WASHINGTON BUREAU — A bipartisan tax agreement unveiled by the Senate last night would be generous to taxpayers who die leaving large estates.
The agreement would add to the Tax Relief, Unemployment Insurance Reauthorization and Job Creation Act of 2010 to H.R. 4853, an airport and airway trust fund tax bill. The act added to H.R. 4853 would be a modified version of a tax deal negotiated by Obama administration officials and Republican Senate leaders.
House Democrats have referred their version of the proposal to committee and are demanding changes, especially in the estate tax provisions.
Senate Democratic leaders are seeking to schedule vote on the Senate’s version of the measure Monday.
A summary of the H.R. 4853 amendment released by Senate Majority Leader Harry Reid, D-Nev., shows that the 74-page measure would:
- Set a $5 million generation-skipping transfer tax exemption and 0% rate for 2010.
- Set, for the next 2 years, the per-person estate tax exemption at $5 million and the maximum estate tax rate at 35%. There is no estate tax, but the tax is set to return to 2001 levels in 2011. In 2009, there was a $3.5 million per spouse exemption and a 45% top tax rate. In 2001, there was a $1 million exemption and a 55% top rate.
- Provide for “portability,” or easing the complicated estate planning documentation necessary to ensure that beneficiaries of an estate get the benefits of a couple’s exemption. The proposal would let an executor of a deceased spouse’s estate transfer any unused exemption to the surviving spouse without such planning. The proposal would be effective for estates of decedents dying after Dec. 31, 2010.
- Bring estate taxes and gift taxes back together. Before the Economic Growth and Tax Relief Reconciliation Act of 2001 (EGTRRA) took effect, a single graduated rate schedule applied to both types of taxes, and a single lifetime exemption could be used for gifts or bequests. EGTRRA, the law that called for phasing the estate tax out by 2010, also separated the estate tax and gift tax systems. The reunification provision in the new bipartisan tax deal would take effect for gifts made after Dec. 31, 2010.
- Index the estate tax exemption starting in 2012.
Most provisions in the proposal would be effective Jan. 1, 2010.
The agreement also would provide a lucrative benefit for families of people who die in 2010, by letting them receive a step-up in basis for their estates even though there was no estate tax in 2010.
Under the laws in effect today, the estates of people who die this year would pay no federal estate taxes. But the heirs of those decedents would lose the right to use an estate tax law provision that lets estate beneficiaries who sell inherited property pay taxes based on the value of the property on the date of the decedent’s death.
Although most proposal provisions would be effective Jan. 1, 2010, the proposal would let taxpayers choose between using the rules created by the new agreement or having no estate tax and a modified carryover basis for estates arising in calendar year 2010.
Some of the other proposal provisions would deal with matters such as an extension of unemployment insurance benefits, a cut in the payroll tax, and charitable distributions from individual retirement accounts.

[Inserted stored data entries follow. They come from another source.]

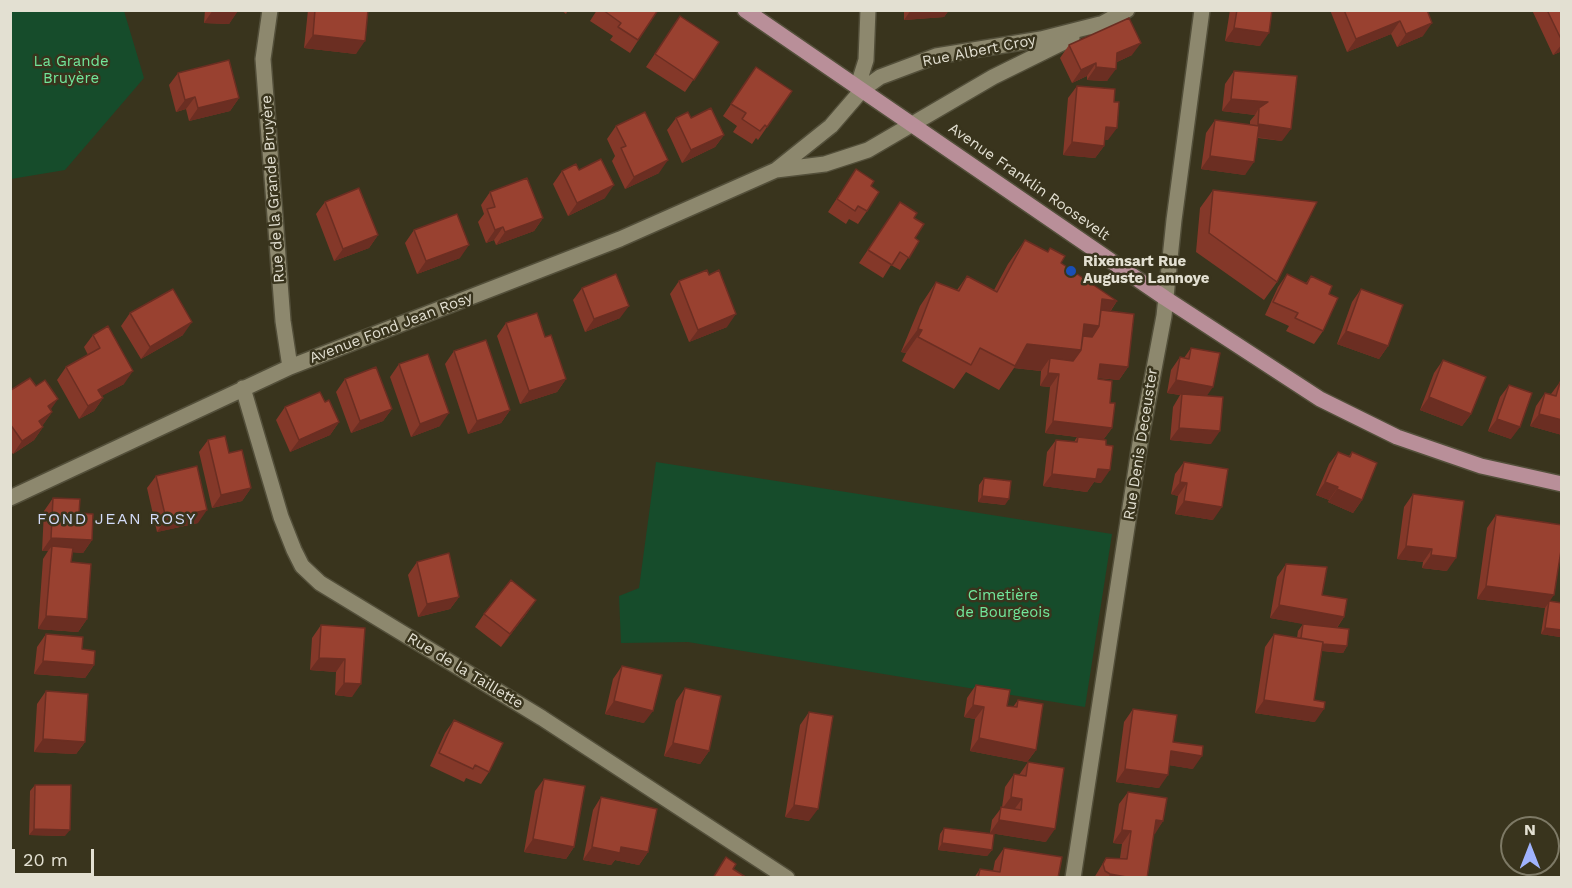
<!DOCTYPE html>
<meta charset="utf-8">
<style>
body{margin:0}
#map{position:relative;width:1572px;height:888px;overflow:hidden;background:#39341d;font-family:"Work Sans",sans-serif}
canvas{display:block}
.frame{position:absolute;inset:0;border:12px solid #e3e0d2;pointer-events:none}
.north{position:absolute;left:1500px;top:816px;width:60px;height:60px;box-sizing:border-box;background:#39341d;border:2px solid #7d7965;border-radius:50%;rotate:0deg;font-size:16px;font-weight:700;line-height:24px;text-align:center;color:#e3e0d2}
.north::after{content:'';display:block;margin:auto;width:21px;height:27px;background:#a0b3fd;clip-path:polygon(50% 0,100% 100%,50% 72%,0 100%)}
.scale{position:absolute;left:12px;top:849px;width:82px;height:27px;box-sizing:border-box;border:3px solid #e3e0d2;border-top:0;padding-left:8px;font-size:18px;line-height:21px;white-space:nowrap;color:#e3e0d2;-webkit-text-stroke:4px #39341d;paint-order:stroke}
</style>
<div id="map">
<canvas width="1572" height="888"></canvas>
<div class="frame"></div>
<div class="north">N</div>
<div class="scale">20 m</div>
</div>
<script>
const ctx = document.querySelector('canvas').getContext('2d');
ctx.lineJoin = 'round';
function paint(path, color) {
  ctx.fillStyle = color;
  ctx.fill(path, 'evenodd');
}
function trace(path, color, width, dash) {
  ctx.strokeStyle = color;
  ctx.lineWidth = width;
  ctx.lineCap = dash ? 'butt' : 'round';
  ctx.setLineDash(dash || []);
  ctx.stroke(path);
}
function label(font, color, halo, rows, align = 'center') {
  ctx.font = font + ' "Work Sans",sans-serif';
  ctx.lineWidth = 5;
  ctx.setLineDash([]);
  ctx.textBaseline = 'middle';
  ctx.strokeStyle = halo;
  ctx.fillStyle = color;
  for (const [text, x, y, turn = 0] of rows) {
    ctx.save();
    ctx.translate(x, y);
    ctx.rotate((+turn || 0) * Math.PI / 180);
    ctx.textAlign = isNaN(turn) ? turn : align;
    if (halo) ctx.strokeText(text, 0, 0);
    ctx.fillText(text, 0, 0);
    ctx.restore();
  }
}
paint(new Path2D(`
 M11,10l113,1 20,67 -79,92 -54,9z
 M656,462l456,72 -27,173 -397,-65 -67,1 -2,-47 20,-8z`), '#164c2b');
const minor = new Path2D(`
 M270,10l-7,49 20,262 7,46
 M1094,28l33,-18
 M862,90l-2,-11 6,-19 2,-50
 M776,170l49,-6 43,-14 125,-73 79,-39
 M243,388l38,129 13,33 8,16 18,17 222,135 245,160
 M10,498l280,-131 330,-128 156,-69 55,-44 31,-36 18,-13 56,-21 105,-17 59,-15
 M1073,878l67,-435 24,-127 10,-96 28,-210`);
const major = new Path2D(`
 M745,10l420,288 155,101 77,38 84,29 81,18`);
trace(minor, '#534f3a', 18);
trace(major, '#534f3a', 18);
trace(minor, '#8d886e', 15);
trace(major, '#b98f99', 15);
paint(new Path2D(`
 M205,10h33l-9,14 -25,-1z
 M308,10h60l-12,44 -52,-6z
 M561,10h7l-2,4z
 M597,10h61l-28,43 -20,-13 3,-4 -23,-15z
 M904,10h45l-5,7 -40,3z
 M1230,10h42l-12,36 -35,-5z
 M1330,10h97l-4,26 -26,11 -6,-13 -44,18z
 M1532,10h30v41l-9,4z
 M680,16l39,26 -34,50 -39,-25z
 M1069,45l63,10 -15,7 -10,19 -20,-1v-4l-15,7 -12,-25z
 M756,67l36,24 -34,49 -2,-2 -4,6 -19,-12 4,-6 -14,-10z
 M1234,71l48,70 -24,-3 -13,37 -44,-6 5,-36 9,-13 35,5v-4l5,-6 -33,-4 3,-27z
 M178,73l61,25 -9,13 -41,10 -3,-12 -10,3 -7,-27z
 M1077,86l31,54h-3l-1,6 -9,12 -32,-3 5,-57z
 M676,118h15l33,17 -9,12 -33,16 -15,-33z
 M616,126l43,47 -34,16 -13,-28 3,-5 -8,-17z
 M856,169l15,17 -4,25 -9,13 -9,-5 -3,5 -18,-12z
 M579,170l26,28 -37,18 -15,-32 9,-13z
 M1213,190l64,92 -13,18 -68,-48 4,-44z
 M490,192l53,26 -9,13 -38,14 -2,-5 -8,3 -8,-21 6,-8 -3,-9z
 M325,202l53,33 -9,13 -35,13 -18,-47z
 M900,202l14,16 1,20 4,3 -19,29 -9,-5 -8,13 -24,-15z
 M414,230l46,28 -43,16 -12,-31z
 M1025,240l22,12 3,-4 11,15 56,38 -7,11 18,55 -9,13 -21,-2 12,25 2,25 -9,12 -2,43 -7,-1 -7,10 -44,-6 4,-34 9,-12 18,2 3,-5 -32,-4 5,-46 -10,-1 1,-15 -27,-3 -15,22 -33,-18 -12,17 -52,-28 4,-8 -5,-1 19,-46 16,-24 21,8 10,-14 27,14 14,-26z
 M1287,274l19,9 5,-7 18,18 -6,37 -9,13 -28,-13 3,-5 -24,-11 13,-28z
 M679,281l48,46 -38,15 -19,-48z
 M582,288l38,30 -35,14 -12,-32z
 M1361,289l27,57 -9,13 -42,-15 15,-42z
 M130,313l53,22 -42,24 -20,-33z
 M506,323l39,14 21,42 -9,13 -37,12 -23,-68z
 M93,335l31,49 -23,12 2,2 -9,13 -15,8 -22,-39 9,-13 22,-12 -4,-8z
 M1191,348l16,48 4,48 -41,-4 3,-33 7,-12 -13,-2 4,-23 9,-13 4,1z
 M454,351l56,59 -9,13 -33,11 -23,-70z
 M1443,360l28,54 -9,12 -42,-16 14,-37z
 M399,364l41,62 -29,11 -21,-60z
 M345,379l47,30 -9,12 -32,12 -15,-41z
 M1560,382l2,1v52l-32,-9 6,-20 9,-13 6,1z
 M1509,385l2,54 -23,-8 12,-34z
 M10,389l1,1 40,19 1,3 -10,14 1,1 -9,13 -21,14 -3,-4z
 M325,402l14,20 -9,13 -40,17 -14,-32 9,-13z
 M208,440l43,48 -9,13 -30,7 -13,-56z
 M1338,452l11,4 3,-4 10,48 -9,13 -25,-11 1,-2 -13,-5 13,-31z
 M1184,462l29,58 -38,-6 3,-18 -7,-2 4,-20z
 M156,476l42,47 -41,9 -10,-44z
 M984,478l21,27 -27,-3 1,-17z
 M1413,494l34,77 -25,-3 1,-6 -26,-3 7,-52z
 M53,498l26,15 13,27 -9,13 -11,-1 -1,10 16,57 -9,13 -40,-3 5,-70 5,-8h-6l2,-40z
 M1496,515l53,86 13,2v32l-2,2 -19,-3 4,-26 -68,-9 10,-71z
 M417,562l42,35 -9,12 -32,8 -10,-42z
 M1286,564l36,31 22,22 -7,11 10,18 -4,7 -21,-2 -8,49 1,22 -60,-9 10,-66 9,-13 23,4 1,-7 5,-7h2l-35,-6 7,-41z
 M527,613l-26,34 -26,-20 9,-13z
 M321,625l44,3 -13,69 -17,-2 1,-23 -26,-2 2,-32z
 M46,634l36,15 12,16 -9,13 -51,-4 3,-27z
 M622,666l22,57 -39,-9 8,-35z
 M976,685l31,21 6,1 5,-7 18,50 -9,12 -57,-11 5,-32 -11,-2 3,-19z
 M685,688l24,63 -9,13 -36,-8 12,-55z
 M46,691l39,51 -9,12 -42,-2 3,-48z
 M1133,709l40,33 20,27 -24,-4 -10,23 -43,-6 8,-60z
 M809,712v109l-24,-4 15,-92z
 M454,720l35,52 -8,12 -15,-6 -2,4 -34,-16 15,-33z
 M1028,762l18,80 -56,-9 2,-13 10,-13 3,-20 9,-13 5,1z
 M544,779l30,68 -8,12 -42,-7 11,-61z
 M35,785l30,51 -36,-1 1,-44z
 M1128,792l35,29 -9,13 -7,44h-53l12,-20h14l2,-14 -9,-1 6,-39z
 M601,797l47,55 -9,13 -24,-5 -4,5 -28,-5 10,-50z
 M944,828l48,22 -5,6 -49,-6 2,-16z
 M1004,848l54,30h-84l6,-9 13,2 2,-10z`), '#843829');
paint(new Path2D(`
 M213,10h12l13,1 -9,13 -25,-1z
 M911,10h38l-5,7 -40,3z
 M1400,21l-9,13 -44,18 9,-13z
 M1432,23l-9,13 -26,11 9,-13z
 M1234,28l35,5 -9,13 -35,-5z
 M313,35l52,6 -9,13 -52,-6z
 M1141,43l-9,12 -24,11 9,-13z
 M1562,44v7l-9,4z
 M1096,63l-9,13 -15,7 9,-13z
 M1096,67l20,2 -9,12 -20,-1z
 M195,97l-9,12 -10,3 9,-12z
 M239,98l-9,13 -41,10 9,-13z
 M1231,99l37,3 -9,6 -4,7 -33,-4z
 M1258,124l33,5 -9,12 -33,-5z
 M1106,127l11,1 -9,12h-11z
 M724,135l-9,12 -33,16 9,-13z
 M1072,142l32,4 -9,12 -32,-3z
 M1210,156l44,6 -9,13 -44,-6z
 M668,160l-9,13 -34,16 9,-12z
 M614,185l-9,13 -37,18 9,-13z
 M543,218l-9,13 -38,14 9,-13z
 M503,227l-9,13 -8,3 9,-13z
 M378,235l-9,13 -35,13 9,-12z
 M469,245l-9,13 -43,16 9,-13z
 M1102,299l15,2 -16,23 -8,-1z
 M629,306l-9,12 -35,14 9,-13z
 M736,314l-9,13 -38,15 9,-12z
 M192,322l-9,13 -42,24 9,-12z
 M1084,324l15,2 -16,23h-8z
 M918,329l4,1 -16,23 -5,-1z
 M1346,331l42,15 -9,13 -42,-15z
 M1027,344l54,6 -16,24 -15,-16 -9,13 -27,-3z
 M1100,364l28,3 -9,13 -28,-3z
 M133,371l-9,13 -35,19 9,-13z
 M1048,373l11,1 -9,13 -10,-1z
 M566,379l-9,13 -37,12 9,-13z
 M1176,380l37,7 -9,13 -22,-6 -2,1 -13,-2z
 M1429,397l42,17 -9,12 -42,-16z
 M103,398l-9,13 -15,8 9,-13z
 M58,399l-9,13 -1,-6z
 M392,409l-9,12 -32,12 9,-12z
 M510,410l-9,13 -33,11 9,-13z
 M52,412l-9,13 -13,8 9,-12z
 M449,413l-9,13 -29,11 9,-13z
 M1539,414l23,6v15l-32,-9z
 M1497,419l23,8 -9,12 -23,-8z
 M1053,421l59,7 -9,12 -58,-7z
 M339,422l-9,13 -40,17 9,-12z
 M43,427l-9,13 -21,14 9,-13z
 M1179,428l41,3 -9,13 -41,-4z
 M1098,469l12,1 -9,13 -7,-1 -7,10 -44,-6 9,-12z
 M1180,482l7,1 -9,13 -7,-2z
 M1325,482l13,5 -9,13 -13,-5z
 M251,488l-9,13 -30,7 9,-13z
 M1337,489l25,11 -9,13 -25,-11z
 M982,496l27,3 -4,6 -27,-3z
 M1184,501l38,6 -9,13 -38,-6z
 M207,510l-9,13 -41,9 9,-13z
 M51,538l41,2 -9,13 -32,-2 1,-5 -4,5h-6z
 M1406,546l26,3 -9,13 -26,-3z
 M1431,555l25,3 -9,13 -25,-3z
 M1486,586l68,9 -9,13 -68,-9z
 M459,597l-9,12 -32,8 9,-13z
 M536,600l-9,13 -26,34 9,-13z
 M1279,605l65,12 -9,13 -65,-12z
 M46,616l41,3 -9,13 -40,-3z
 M1545,628l17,2v5l-2,2 -19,-3z
 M1301,642l46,4 -4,7 -47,-5z
 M319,658l26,1 -9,13 -26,-2z
 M43,661l51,4 -9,13 -51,-4z
 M344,683l17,1 -9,13 -17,-2z
 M1264,700l60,9 -9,13 -60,-9z
 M614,701l39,10 -9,12 -39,-9z
 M973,705l11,2 -9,12 -11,-2z
 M979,738l57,12 -9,12 -57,-11z
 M43,739l42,3 -9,12 -42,-2z
 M673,743l36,8 -9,13 -36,-8z
 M1171,751l31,5 -9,13 -31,-5z
 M1125,769l43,6 -9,13 -43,-6z
 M1011,797l11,2 -9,12 -11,-2z
 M794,805l24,4 -9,12 -24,-4z
 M999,820l56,9 -9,13 -56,-9z
 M1156,820l7,1 -8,13 -8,-1z
 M34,829l36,1 -5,6 -36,-1z
 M1122,830l9,1 -9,13 -9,-1z
 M533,839l41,8 -8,12 -42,-7z
 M942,843l50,7 -5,6 -49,-6z
 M592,847h29l27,5 -9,13 -24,-5 -4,5 -28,-5z
 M1110,874l22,4h-24z`), '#6b2e22');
const building = new Path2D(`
 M315,10h53l-3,31 -52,-6z
 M603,10h55l-20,30 -20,-13 3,-4z
 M1237,10h35l-3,23 -35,-5z
 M1344,10h83l5,13 -26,11 -6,-13 -44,18z
 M1547,10h15v31z
 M680,16l39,26 -25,38 -39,-26z
 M1129,18l12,25 -24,10 -1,16 -20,-2v-4l-15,7 -12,-25z
 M229,60l10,38 -41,10 -3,-11 -10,3 -7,-27z
 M756,67l36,24 -25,36 -2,-2 -5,6 -18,-12 4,-6 -15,-9z
 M1234,71l63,5 -6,53 -33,-5 1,-16 9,-6 -37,-3z
 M1077,86l38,3 -1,13h5l-2,26 -11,-1 -2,19 -32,-4z
 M711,108l13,27 -33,15 -15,-32 12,-6 3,6z
 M645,112l23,48 -34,17 -13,-29 5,-2 -10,-20z
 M1215,120l44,6 -5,36 -44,-6z
 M601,159l13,26 -37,18 -15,-32 14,-7 3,6z
 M856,169l18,12 -3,5 8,6 -12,19 -9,-5 -3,5 -18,-12z
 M527,178l16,40 -38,14 -2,-5 -8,3 -8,-21 8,-2 -5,-15z
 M359,188l19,47 -35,14 -18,-47z
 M1213,190l104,12 -40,80 -68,-49z
 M900,202l17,11 -3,5 10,6 -9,14 4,3 -10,17 -9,-6 -8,13 -24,-15z
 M457,214l12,31 -43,16 -12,-31z
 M1025,240l23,12 2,-4 15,8 -4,7 56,38 -15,-2 -3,27 -15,-2 -3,26 -54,-6 -12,22 -35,-18 -9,17 -53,-28 4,-7 -4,-1 18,-47 23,9 8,-15 30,16z
 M707,270l2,5 10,-5 17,44 -38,16 -19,-49z
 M616,274l13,32 -35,13 -12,-31z
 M1287,274l20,10 4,-8 21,10 -3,8 9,4 -15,33 -28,-13 3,-5 -25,-11z
 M173,289l19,33 -42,25 -20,-34z
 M1361,289l42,16 -15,41 -42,-15z
 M1101,310l33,4 -6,53 -28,-3 -2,15 14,2 -2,22h5l-3,25 -59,-7 6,-47 -11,-1 2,-15 23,3 8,-11 2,-14 9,1 7,-11z
 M537,313l8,24 6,-2 15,44 -37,12 -23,-68z
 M108,326l25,45 -35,19 5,8 -15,8 -22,-39 34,-19 -7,-13z
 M486,340l24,70 -33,11 -23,-70z
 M1191,348l29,5 -7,34 -37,-7 4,-23 9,2z
 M428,354l21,59 -29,11 -21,-60z
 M1443,360l43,17 -15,37 -42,-17z
 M376,367l16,42 -32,12 -15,-42z
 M30,378l6,8 9,-6 13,19 -10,7 4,6 -13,9 4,6 -21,14 -12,-17v-35l1,1z
 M1560,382l2,1v37l-23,-6 6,-21 11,3z
 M1509,385l23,8 -12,34 -23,-8z
 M320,392l5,10 4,-2 10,22 -40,18 -14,-33z
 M1182,394l41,3 -3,34 -41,-3z
 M225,436l4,17 13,-3 9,38 -30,7 -13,-55z
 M1078,437l28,3v5l7,1 -3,24 -12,-1 -2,10 -44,-5 4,-34 21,2z
 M1338,452l12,5 2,-5 25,11 -15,37 -25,-11 1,-2 -13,-5z
 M1184,462l44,7 -6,38 -38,-6 3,-18 -7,-1z
 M197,466l10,44 -41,9 -10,-43z
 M984,478l27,3 -2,18 -27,-3z
 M1413,494l51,7 -8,57 -25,-3 1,-6 -26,-3z
 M53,498l27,1 -1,14 14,1 -1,26 -41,-2z
 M1496,515l66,10v19l-8,51 -68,-9z
 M52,546l21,2 -2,14 20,2 -4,55 -41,-3z
 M449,553l10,44 -32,7 -10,-42z
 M1286,564l41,3 -5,28 25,4 -3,18 -65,-12z
 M511,580l25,20 -26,34 -26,-20z
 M1549,601l13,2v27l-17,-2z
 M1303,624l46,5 -2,17 -24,-2v-2l-22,-4z
 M321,625l44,3 -4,56 -17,-1 1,-24 -26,-1z
 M46,634l37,3 -1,12 13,2 -1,14 -51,-4z
 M1274,634l49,8 -9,58 11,2 -1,7 -60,-9z
 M622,666l40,9 -9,36 -39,-10z
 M976,685l34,5 -3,16 10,1 1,-7 25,4 -7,46 -57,-12 5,-31 -11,-2z
 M685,688l36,8 -12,55 -36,-8z
 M46,691l42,3 -3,48 -42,-3z
 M1133,709l44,6 -4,27 30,4 -1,10 -31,-5 -3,24 -43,-6z
 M809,712l24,4 -15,93 -24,-4z
 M454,720l49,23 -14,29 -14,-7 -2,4 -34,-16z
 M1028,762l36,6 -9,61 -56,-9 2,-13 20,3 1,-11 -11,-2 3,-23 12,2z
 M544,779l41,7 -11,61 -41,-8z
 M35,785h36l-1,45 -36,-1z
 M1128,792l39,6 -4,23 -7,-1 -9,58h-15l-22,-4 -5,-3 -2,-7 3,-6 21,1 4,-28 -9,-1z
 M601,797l56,12 -9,43 -27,-5 -1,6 -28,-6z
 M944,828l50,6 -2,16 -50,-7z
 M1004,848l58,9 -4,21h-80l2,-9 20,3z
 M726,857l10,7 -3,5 14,9h-34z`);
paint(building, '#994130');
trace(building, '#6b2e22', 1.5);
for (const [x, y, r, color] of [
 [1071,271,6,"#1a4fb4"]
]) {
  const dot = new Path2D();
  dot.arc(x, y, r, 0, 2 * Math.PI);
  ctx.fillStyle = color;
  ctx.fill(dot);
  trace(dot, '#39341d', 2);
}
label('15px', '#e3e0d2', '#39341d', [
 ["Rue Albert Croy",979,51,-11],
 ["Avenue Franklin Roosevelt",1029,182,35],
 ["Rue de la Grande Bruyère",273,189,-94],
 ["Avenue Fond Jean Rosy",391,328,-21],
 ["Rue Denis Deceuster",1141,444,-81],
 ["Rue de la Taillette",465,671,31]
]);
label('15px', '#72e79b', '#39341d', [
 ["La Grande",71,62],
 ["Bruyère",71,79],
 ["Cimetière",1003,596],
 ["de Bourgeois",1003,613]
]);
label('bold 15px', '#e3e0d2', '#39341d', [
 ["Rixensart Rue",1083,262],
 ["Auguste Lannoye",1083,279]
], 'left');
ctx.letterSpacing = '1.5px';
label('16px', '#d3dbf8', '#39341d', [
 ["FOND JEAN ROSY",117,519]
]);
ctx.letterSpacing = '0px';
</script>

Terry Headley, president of the National Association of Insurance and Financial Advisors, Falls Church, Va., says passage of the proposed reunification of the estate and gift tax systems would, for at least 2 years, help provide certainty and flexibility for taxpayers in need of planning.
“NAIFA has been recommending this step since Congress decoupled the two aspects of planning in 2001,” Headley says.
Because the estate and gift tax rules proposed would be retroactive, NAIFA is pleased to see that the agreement would let the heirs of taxpayers who die in 2010 choose to stick with having no estate tax and a modified carryover basis, Headley says.
Sarah Spear of the Association for Advanced Life Underwriter (AALU), Reston, Va., says AALU believes the reunification provision would remove an artificial barrier that inhibits earlier intergenerational transfers of business interests and other assets.
“We continue to work with lawmakers to reiterate the importance of sustainable estate tax reform in the range of 2009 law, as well as the importance of reunifying the gift and estate tax levels as these important discussions move forward,” Spear says.